Helena Vaz Pereira: “Continuo a sentir felicidade no meu trabalho e acredito que o melhor desafio ainda está para vir”
É desde sempre uma referência como hairstylist, o que lhe mereceu o reconhecimento no universo da moda onde Helena Vaz Pereira se destaca enquanto coordenadora da equipa de hairstylists da ModaLisboa e nos editoriais de moda que realiza para várias revistas de referência. Com mais de 30 anos de carreira, procura a constante inovação no seu trabalho. A Tom sobre Tom voltou ao Griffehairstyle, para uma conversa descontraída e inspiradora, sobre talento, paixão e felicidade.
O seu percurso profissional está repleto de momentos marcantes. Desde 1993 que marca presença no mundo da moda, colaborando como coordenadora da equipa de hairstylists na ModaLisboa. Foi também nesse ano que abriu o Griffehairstyle, o espaço que a faz sentir em casa. Trabalhou também em vários editoriais para revistas como a Vogue, Elle, Máxima, GQ, entre outras. Foi premiada dois anos consecutivos no Fashion Awards Portugal, na categoria de Melhor Hairstylist de Moda, e tornou-se Embaixadora da L’Oréal Professionnel em 2012, fazendo também parte da Equipa de Educação.
Foi no cabeleireiro da sua prima que ganhou a paixão pelos cabelos. Como surgiu o fascínio por esse universo?
Tudo aconteceu muito naturalmente… nós somos cinco irmãos e a minha mãe sempre gostou de nos cortar o cabelo! Era um ritual que acontecia lá em casa e do qual eu gostava muito. Mais tarde, com 16 anos, comecei a ir para o salão da minha prima aos fins de semana e fui percebendo que era aquilo que queria fazer. Contra a vontade dos meus pais, lutei muito e consegui convencê-los.
Mas o que é que a apaixonava nesse ambiente de salão?
Adorava tudo! O ambiente da beleza, cheiros do salão, a transformação e o impacto que pode ter numa pessoa, na sua auto-estima e felicidade. Não me cansava de ver os cabeleireiros a finalizar os visuais, a arte de pentear e toda a parte estética do antes e depois. Cedo percebi que podia fazer parte dessa mudança, tornar as pessoas felizes e bonitas, era o que me atraía.
Que alterações identifica no papel do cabeleireiro desde esse tempo?
Há 30 anos atrás tudo era diferente, desde a forma de estar à forma do cabeleireiro se apresentar. No início dos anos 80, quando comecei a trabalhar, as referências eram outras e os produtos também: o ambiente no salão, a exigência da cliente e os looks muito exagerados.

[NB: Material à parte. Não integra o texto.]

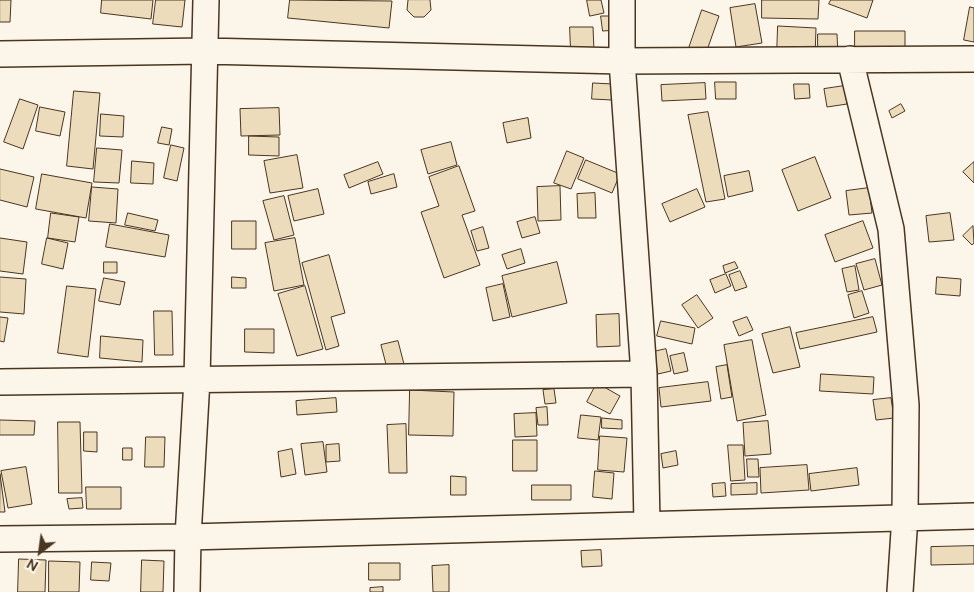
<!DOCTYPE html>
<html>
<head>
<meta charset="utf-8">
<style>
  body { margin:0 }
  #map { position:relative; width:974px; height:592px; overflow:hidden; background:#fbf6e9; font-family:"DM Sans",sans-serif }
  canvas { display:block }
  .north { position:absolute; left:15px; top:527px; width:50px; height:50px; -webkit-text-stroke:4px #fbf6e9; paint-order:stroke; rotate:210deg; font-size:14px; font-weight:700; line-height:20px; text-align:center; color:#4a3520 }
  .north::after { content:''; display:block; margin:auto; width:18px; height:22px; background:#4a3520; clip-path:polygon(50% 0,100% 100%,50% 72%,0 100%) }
</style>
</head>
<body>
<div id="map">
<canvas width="974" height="592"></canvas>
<div class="north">N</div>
</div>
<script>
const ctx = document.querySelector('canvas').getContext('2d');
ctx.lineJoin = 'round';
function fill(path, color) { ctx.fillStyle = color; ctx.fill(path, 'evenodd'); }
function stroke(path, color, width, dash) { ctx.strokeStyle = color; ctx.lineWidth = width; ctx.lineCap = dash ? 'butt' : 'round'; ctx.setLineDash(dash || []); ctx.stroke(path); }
const building = new Path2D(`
  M0,0h11l-1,22h-10z
  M102,0h51l-2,19 -50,-6z
  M156,0h29l-3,27 -29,-3z
  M290,0l102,1 -3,27 -101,-10z
  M430,0l1,10 -7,7h-10l-7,-7 1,-10z
  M587,0h14l3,13 -14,3z
  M762,0h57l-1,19 -56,-1z
  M831,0h42l-6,18 -38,-14z
  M755,4l7,39 -26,4 -6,-39z
  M970,7l4,1v34l-10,-2z
  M702,10l17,6 -14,40 -17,-5z
  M601,16h15l1,14 -14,1z
  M778,26l38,2 -1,29 -38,-2z
  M570,27h23l1,24h-23z
  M855,31h50v25l-50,-1z
  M818,34h19l1,22h-20z
  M715,82h21v17h-20z
  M593,83l20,1 -1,16 -20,-1z
  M705,83l1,16 -44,2 -1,-16z
  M794,84h15l1,14 -15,1z
  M844,86l3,18 -20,3 -3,-18z
  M74,91l26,2 -7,76 -26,-3z
  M20,99l18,6 -15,44 -19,-7z
  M901,104l4,7 -13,7 -3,-7z
  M40,107l25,5 -5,24 -24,-5z
  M279,108l1,27 -39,1 -1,-27z
  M708,112l17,87 -19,3 -18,-87z
  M101,114l23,2 -1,21 -23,-1z
  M528,118l3,20 -24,5 -4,-20z
  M162,127l10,2 -3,16 -11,-2z
  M249,136l30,1v19l-30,-1z
  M451,142l6,23 -29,9 -7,-24z
  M171,145l13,3 -7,33 -13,-3z
  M97,148l25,2 -3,33 -25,-1z
  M567,151l17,7 -13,31 -17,-6z
  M297,155l6,33 -33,5 -6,-32z
  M815,157l16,41 -33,13 -16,-41z
  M586,160l34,14 -8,19 -34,-14z
  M132,161l22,2 -1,21 -22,-1z
  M378,162l5,12 -34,14 -5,-13z
  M974,162v21l-11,-11z
  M459,166l16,45 -13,4 18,50 -36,13 -23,-66 18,-6 -10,-29z
  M0,169l34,8 -7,30 -27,-7z
  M749,171l4,20 -25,6 -4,-21z
  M42,174l50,9 -6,35 -50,-9z
  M394,174l3,13 -26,7 -3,-12z
  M560,186l1,34 -23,1 -1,-34z
  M92,187l26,2 -2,34 -27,-2z
  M869,188l3,25 -23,2 -3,-24z
  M318,189l6,25 -30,7 -6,-25z
  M697,189l8,18 -35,15 -8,-18z
  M595,193l1,25h-18l-1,-24z
  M284,196l10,39 -20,5 -11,-39z
  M51,213l28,4 -4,25 -27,-4z
  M128,213l30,7 -3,11 -30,-6z
  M950,213l4,27 -25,2 -3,-26z
  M535,217l5,16 -18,5 -5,-16z
  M232,221h24v28h-24z
  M863,221l10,27 -38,14 -10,-27z
  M110,224l59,11 -4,22 -59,-10z
  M973,226l1,17 -2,2 -9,-9z
  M483,227l6,21 -12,3 -6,-20z
  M0,238l27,4 -4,32 -23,-3z
  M47,238l21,5 -5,26 -21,-5z
  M295,238l9,47 -30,6 -9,-48z
  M521,249l4,14 -18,6 -5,-14z
  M329,255l16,58 -14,4 8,29 -13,4 -24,-87z
  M875,259l7,26 -18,5 -8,-26z
  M104,262h13v11h-13z
  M557,262l10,41 -55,14 -10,-41z
  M735,262l3,6 -13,5 -2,-7z
  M855,266l4,24 -12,2 -5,-23z
  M740,271l7,16 -12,4 -6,-16z
  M726,274l5,12 -16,7 -5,-13z
  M0,277l26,2 -2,35 -24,-2z
  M232,277l14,1v10h-14z
  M937,277l24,2 -1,17 -24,-2z
  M104,278l21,4 -5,23 -21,-4z
  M503,284l7,33 -17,4 -7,-33z
  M67,286l29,3 -8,68 -30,-4z
  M305,286l18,63 -26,7 -19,-62z
  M862,291l7,22 -15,5 -6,-23z
  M697,295l16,23 -15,10 -16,-23z
  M154,311h18l1,44h-18z
  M619,314l1,32 -23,1 -1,-32z
  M0,317l8,1 -4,24 -4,-1z
  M747,317l6,13 -14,6 -6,-14z
  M873,317l4,15 -77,17 -4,-16z
  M661,321l34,7 -3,16 -35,-8z
  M790,327l10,40 -27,6 -11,-39z
  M245,329h29v24l-29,-1z
  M101,336l42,4 -1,22 -42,-4z
  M752,340l14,75 -29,6 -13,-76z
  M398,341l7,27 -17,4 -7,-27z
  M666,349l5,22 -13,3 -5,-22z
  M684,353l4,18 -14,3 -4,-18z
  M727,365l5,32 -11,2 -5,-32z
  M821,374l53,3 -1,17 -53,-3z
  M708,382l3,19 -50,6 -2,-19z
  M597,383l23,13 -10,18 -23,-12z
  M554,389l2,14 -11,1 -2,-14z
  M410,390l44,2 -1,44 -44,-1z
  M336,398l1,14 -40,3 -1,-14z
  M891,398l3,20 -18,2 -3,-20z
  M547,407l1,18h-10l-2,-17z
  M536,413l1,23 -22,1 -1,-23z
  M581,415l20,2 -3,23 -20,-2z
  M602,418l20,2v9l-20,-1z
  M0,420l35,1 -1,14h-34z
  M768,421l3,33 -26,2 -2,-33z
  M58,422h22l2,71h-23z
  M406,424l1,49h-18l-2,-48z
  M84,432h13v20l-13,-1z
  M600,436l27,2 -3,34 -26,-2z
  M146,437h19l-1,30h-19z
  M513,440h24v31h-24z
  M323,442l4,30 -22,3 -4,-31z
  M339,444l1,17 -14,1v-17z
  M728,445h15l2,35 -14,1z
  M123,448h9v12h-9z
  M292,449l4,25 -15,3 -3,-25z
  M676,451l2,14 -15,3 -2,-14z
  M747,459h11l1,18h-11z
  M807,465l2,25 -48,3 -1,-25z
  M26,467l6,37 -24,4 -7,-37z
  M857,468l2,17 -48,6 -2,-17z
  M595,471l19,2 -2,26 -19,-2z
  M0,474l5,38h-5z
  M451,476l15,1v18h-15z
  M725,483l1,13 -13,1 -1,-13z
  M757,483v11l-26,1v-11z
  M532,485h39v15h-39z
  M86,487h35v22h-34z
  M82,498l1,10 -14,1 -2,-10z
  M974,546v18l-43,1v-18z
  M601,550l1,16 -20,1 -1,-16z
  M19,559l27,1 -1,32h-27z
  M142,560l22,1 -1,31h-22z
  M49,561l31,1 -1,30h-30z
  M92,562l19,1 -2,18 -18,-1z
  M369,563h31v17h-31z
  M449,565v27h-16l-1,-26z
  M383,587v5h-13v-4z`);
fill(building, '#ecdcbc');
stroke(building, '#4a3520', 1);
const minor = new Path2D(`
  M622,0v61l22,313 3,150
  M0,54l205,-3 417,10 352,-2
  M850,59l41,170 15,176 -1,111 -5,76
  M0,382l644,-8
  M0,539l188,-2 786,-21
  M187,592l1,-55 9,-158 9,-379`);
stroke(minor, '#4a3520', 28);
stroke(minor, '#fbf6e9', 25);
</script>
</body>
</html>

Também não havia tanto cuidado com a saúde do cabelo e a exigência junto dos profissionais não era tão grande como é hoje em dia. Existia confiança entre o cabeleireiro e a cliente, mas havia mais margem para erro. Agora a consumidora é muito mais exigente, o que obriga o hairstylits a estar muito mais informado, atualizado e atento ao mundo. E claro, o tempo e a rapidez com que tudo acontece agora pressionam constantemente o profissional. Afinal mudou tudo…
O que acha que mais contribuiu para essa mudança?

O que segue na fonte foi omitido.